***** TASK DATA *****
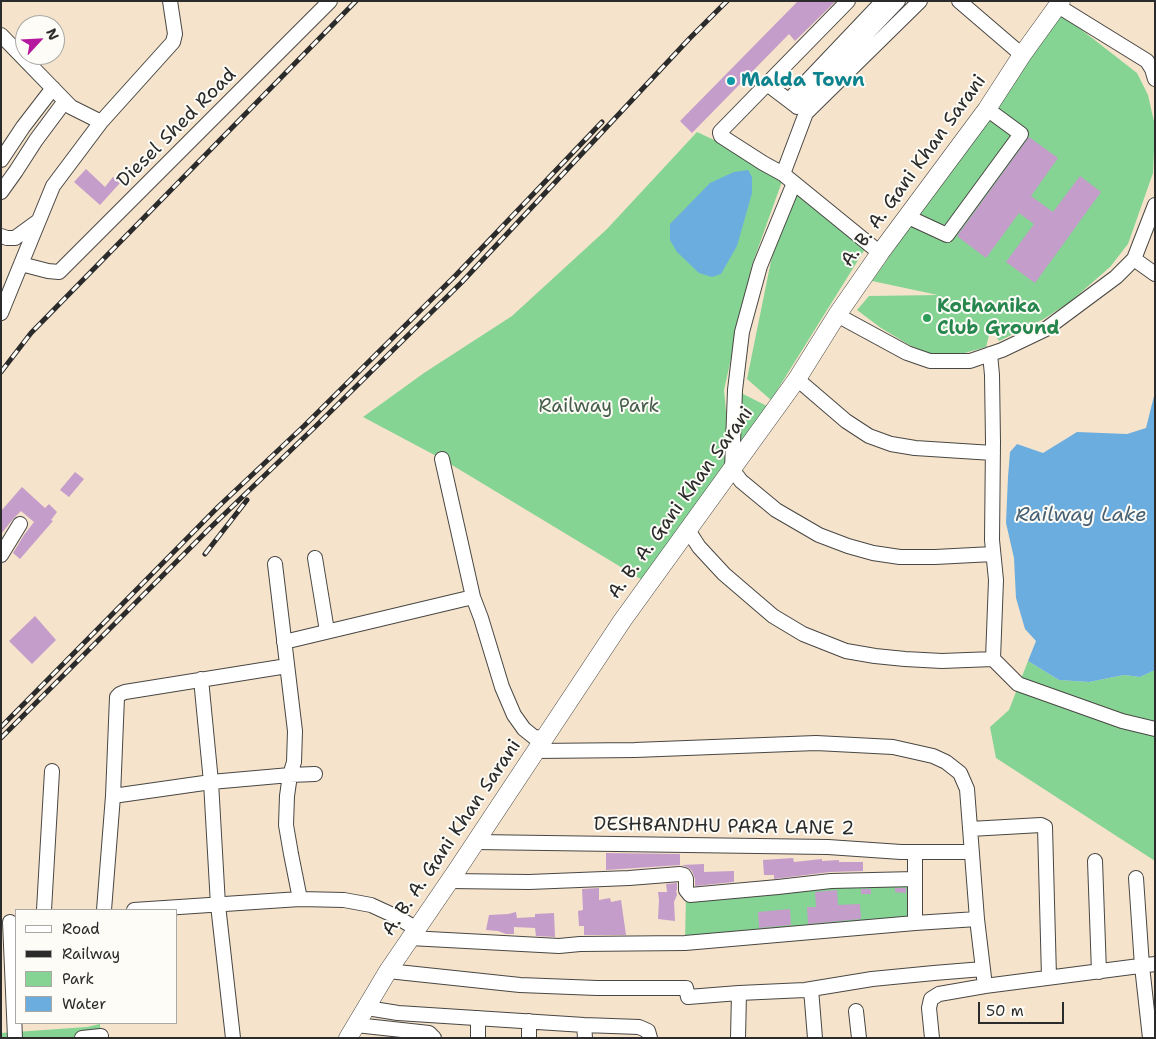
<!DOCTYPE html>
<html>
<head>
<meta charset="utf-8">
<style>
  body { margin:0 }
  #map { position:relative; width:1156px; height:1039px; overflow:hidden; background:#f5e3cb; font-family:"Shantell Sans",sans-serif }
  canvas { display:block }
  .frame { position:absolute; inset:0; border:2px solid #2b2b2b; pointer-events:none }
  .legend { position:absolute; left:15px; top:909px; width:162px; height:115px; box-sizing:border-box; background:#fdfcf7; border:1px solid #a9a8a5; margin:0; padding:6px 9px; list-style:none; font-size:15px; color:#2b2b2b }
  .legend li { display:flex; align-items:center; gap:10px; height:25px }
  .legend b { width:25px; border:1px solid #a9a8a5 }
  .north { position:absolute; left:15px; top:15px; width:50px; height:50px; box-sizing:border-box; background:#fdfcf7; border:1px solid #a9a8a5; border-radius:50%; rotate:65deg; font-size:14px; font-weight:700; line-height:20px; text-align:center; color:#2b2b2b }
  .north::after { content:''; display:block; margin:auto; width:18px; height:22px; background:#b5179e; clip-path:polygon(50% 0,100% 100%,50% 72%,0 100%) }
  .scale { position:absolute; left:978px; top:1002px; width:86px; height:22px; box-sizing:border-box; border:2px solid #2b2b2b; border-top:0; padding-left:6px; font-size:15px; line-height:18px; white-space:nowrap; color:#2b2b2b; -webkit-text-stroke:4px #fdfcf7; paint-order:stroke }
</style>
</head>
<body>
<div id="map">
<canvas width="1156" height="1039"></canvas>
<div class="frame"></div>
<ul class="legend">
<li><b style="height:6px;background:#fff"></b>Road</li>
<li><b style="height:6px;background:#2b2b2b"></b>Railway</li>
<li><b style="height:14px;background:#85d494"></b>Park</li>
<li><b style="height:14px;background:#6baddf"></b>Water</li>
</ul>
<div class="north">N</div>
<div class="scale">50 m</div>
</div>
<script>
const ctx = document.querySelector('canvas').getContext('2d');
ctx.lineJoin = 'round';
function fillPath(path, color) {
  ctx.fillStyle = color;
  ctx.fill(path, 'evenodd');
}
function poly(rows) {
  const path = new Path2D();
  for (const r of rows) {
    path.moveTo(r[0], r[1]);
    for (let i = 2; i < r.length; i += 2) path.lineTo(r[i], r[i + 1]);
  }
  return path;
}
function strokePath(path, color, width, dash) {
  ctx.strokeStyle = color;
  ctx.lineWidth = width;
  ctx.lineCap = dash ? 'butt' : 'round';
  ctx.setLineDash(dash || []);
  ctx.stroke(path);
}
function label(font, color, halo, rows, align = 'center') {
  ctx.font = font + ' "Shantell Sans",sans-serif';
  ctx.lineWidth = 4;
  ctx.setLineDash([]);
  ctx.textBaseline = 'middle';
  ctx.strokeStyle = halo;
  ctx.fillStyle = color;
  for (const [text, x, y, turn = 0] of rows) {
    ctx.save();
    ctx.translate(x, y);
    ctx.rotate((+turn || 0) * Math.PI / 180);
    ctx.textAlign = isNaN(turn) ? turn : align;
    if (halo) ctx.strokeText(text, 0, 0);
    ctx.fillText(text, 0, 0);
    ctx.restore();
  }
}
fillPath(poly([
  [1060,13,1137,73,1148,95,1155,126,1153,173,1128,244,1110,267,1070,302,1042,320,999,341,991,327,986,347,961,354,931,354,911,346,881,328,857,310,869,296,938,295,872,281],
  [697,132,785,173,752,265,724,390,731,465,735,390,775,410,649,584,442,459,363,417,424,373,512,316,607,229],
  [796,194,870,241,771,400,747,379,771,261,780,230],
  [1028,661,1059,680,1089,682,1124,675,1140,677,1155,670,1155,861,996,758,990,727,1009,710],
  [915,879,914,922,685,943,686,895],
  [100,1024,101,1038,1,1038,1,1033,87,1027]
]), '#85d494');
fillPath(poly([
  [748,170,752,177,752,193,737,246,721,274,712,277,699,273,677,252,670,240,670,224,710,183,734,172],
  [1155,392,1155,670,1140,677,1124,675,1089,682,1059,680,1028,661,1036,641,1025,629,1016,598,1014,558,1006,523,1008,477,1010,452,1017,444,1043,453,1077,432,1127,434,1146,428]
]), '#6baddf');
fillPath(poly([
  [798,1,836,1,795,41,789,34,692,133,680,121],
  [1029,137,1058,158,1031,196,1053,212,1080,176,1101,192,1035,283,1006,262,1034,224,1019,213,986,258,957,236],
  [86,169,105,187,113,177,120,183,100,205,74,182],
  [75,472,84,479,69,497,60,490],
  [22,487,45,508,49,504,57,512,51,520,53,521,20,559,13,553,24,535,34,522,21,511,13,519,1,534,1,511],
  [35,616,56,640,32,664,9,641],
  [606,853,680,854,680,865,606,870],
  [793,858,794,862,822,859,822,861,839,860,839,862,863,862,863,871,830,872,774,879,774,875,764,875,763,860],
  [704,864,704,872,734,871,734,882,695,886,695,879,692,871,689,868,682,865],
  [677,883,677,890,676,890,677,895,674,902,675,921,658,919,659,900,658,892,667,892,666,884],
  [599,888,599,900,610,898,611,902,621,900,626,935,584,935,584,926,579,926,578,911,583,910,582,889],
  [895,888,906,888,906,893,895,892],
  [861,889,871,889,871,894,861,894],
  [837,890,838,905,860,904,861,919,808,924,807,907,816,907,815,892],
  [790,909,791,925,759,928,758,912],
  [516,912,517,918,535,917,535,914,554,913,555,937,536,936,535,928,514,927,514,934,506,934,498,931,486,930,489,915,508,914]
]), '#c49dca');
const minor = poly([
  [848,1,720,132,720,133,721,136,763,163,783,174,880,253],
  [959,1,1022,55],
  [1058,6,1147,61,1152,69,1155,79],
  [1,35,71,107,101,122],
  [767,84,796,106],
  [789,100,883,1],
  [797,107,898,1],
  [1,160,23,127,53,88],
  [783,174,806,113,920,1],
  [794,183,760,266,742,332,735,390,732,469,741,481,776,510,819,535,848,546,873,553,900,557,935,557,993,554],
  [1,192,16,171,36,140,65,101],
  [906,216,947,235,1021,134,987,109],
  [1,236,7,238,15,238,37,222],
  [1134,259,1155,274],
  [21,264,53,186,101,122,173,42,175,34,170,1],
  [1,313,21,264,48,271,59,272,330,1],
  [837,315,907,353,930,361,970,361,1002,350,1046,329,1116,277,1134,259,1155,205],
  [990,354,992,375,993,442,992,540,996,580,993,659,1018,684,1122,721,1155,729],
  [797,379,846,421,869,436,891,444,915,448,993,453],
  [442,459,473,597,481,618,502,687,514,715,524,729,534,737,545,738],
  [688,530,699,547,724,574,773,616,803,634,846,651,875,656,905,659,942,661,993,659],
  [1,555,20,524],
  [315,558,327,631],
  [275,564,295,731,294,762,290,775,287,796,286,825,291,854,300,899],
  [284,642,473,597],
  [201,679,211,782,218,905,233,1038],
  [536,751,635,750,816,743,893,747,933,756,946,762,960,773,967,789,977,919],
  [113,796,211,782,290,775,315,774],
  [970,829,1041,825,1045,827,1049,977],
  [476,842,828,847,901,852,972,852],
  [1095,861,1099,972],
  [1136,878,1142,966,1150,1038],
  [450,881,529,882,629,878,680,874,684,875,686,879,686,890,690,895,778,887,831,881,915,879],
  [44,910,52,771],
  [104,910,113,796,117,697,120,694,125,692,287,666],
  [134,910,300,899,344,900,371,905,395,916,417,929],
  [10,922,15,1038],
  [915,923,915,852],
  [410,938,559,946,580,944,685,943,915,923,977,919,985,986,1155,964],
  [388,971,520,985,597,988,686,988,688,997,739,993,805,990,872,979,934,973,983,969],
  [811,989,815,1038],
  [367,1008,398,1013,584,1025,639,1027,648,1031,650,1038],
  [856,1011,859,1038],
  [356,1025,429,1033,434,1038],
  [584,1025,585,1038],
  [82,1038,101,1036],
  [478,1038,478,1018],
  [529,1038,529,1021],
  [738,1038,739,993],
  [932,1038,929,1008,931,999,939,994,985,986]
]);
const major = poly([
  [348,1038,388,971,457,870,622,621,797,379,837,315,880,253,987,109,1022,55,1061,1]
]);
strokePath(minor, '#494743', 16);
strokePath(major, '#494743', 19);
strokePath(minor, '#fff', 14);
strokePath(major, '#fff', 18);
const rail = poly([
  [1,372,31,333,356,1],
  [205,554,247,500],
  [1,727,219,506,304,426,456,275,602,122],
  [1,738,209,529,317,425,462,282,690,38,727,1]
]);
strokePath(rail, '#2b2b2b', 5);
strokePath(rail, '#fdfcf7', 3, [9]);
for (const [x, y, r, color] of [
  [731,81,5,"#0f9aa8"],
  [927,318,5,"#2e9e5b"]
]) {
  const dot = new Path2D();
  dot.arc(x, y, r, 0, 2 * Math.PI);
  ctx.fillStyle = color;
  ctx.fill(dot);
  strokePath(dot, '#fdfcf7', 2);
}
label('bold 19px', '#0d838f', '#fdfcf7', [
  ["Malda Town",741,81]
], 'left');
label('19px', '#2b2b2b', '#fdfcf7', [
  ["Diesel Shed Road",177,128,-45],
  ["A. B. A. Gani Khan Sarani",914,171,-54],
  ["A. B. A. Gani Khan Sarani",681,503,-54],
  ["DESHBANDHU PARA LANE 2",724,827,1],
  ["A. B. A. Gani Khan Sarani",452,838,-56]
]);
label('bold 19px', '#27864d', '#fdfcf7', [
  ["Kothanika",937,307],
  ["Club Ground",937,329]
], 'left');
label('19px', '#465e4a', '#fdfcf7', [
  ["Railway Park",599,407]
]);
label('italic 20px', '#455f73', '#fdfcf7', [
  ["Railway Lake",1081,516]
]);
</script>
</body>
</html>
*****
#### [YOUR INSTRUCTIONS]
Set down, from the entries above, exactly the lines from the one with "const ctx = document.querySelector('canvas').getContext('2d');" up to and including the one with "ctx.textBaseline = 'middle';", and no other lines.

#### [WORKED SOLUTION]
const ctx = document.querySelector('canvas').getContext('2d');
ctx.lineJoin = 'round';
function fillPath(path, color) {
  ctx.fillStyle = color;
  ctx.fill(path, 'evenodd');
}
function poly(rows) {
  const path = new Path2D();
  for (const r of rows) {
    path.moveTo(r[0], r[1]);
    for (let i = 2; i < r.length; i += 2) path.lineTo(r[i], r[i + 1]);
  }
  return path;
}
function strokePath(path, color, width, dash) {
  ctx.strokeStyle = color;
  ctx.lineWidth = width;
  ctx.lineCap = dash ? 'butt' : 'round';
  ctx.setLineDash(dash || []);
  ctx.stroke(path);
}
function label(font, color, halo, rows, align = 'center') {
  ctx.font = font + ' "Shantell Sans",sans-serif';
  ctx.lineWidth = 4;
  ctx.setLineDash([]);
  ctx.textBaseline = 'middle';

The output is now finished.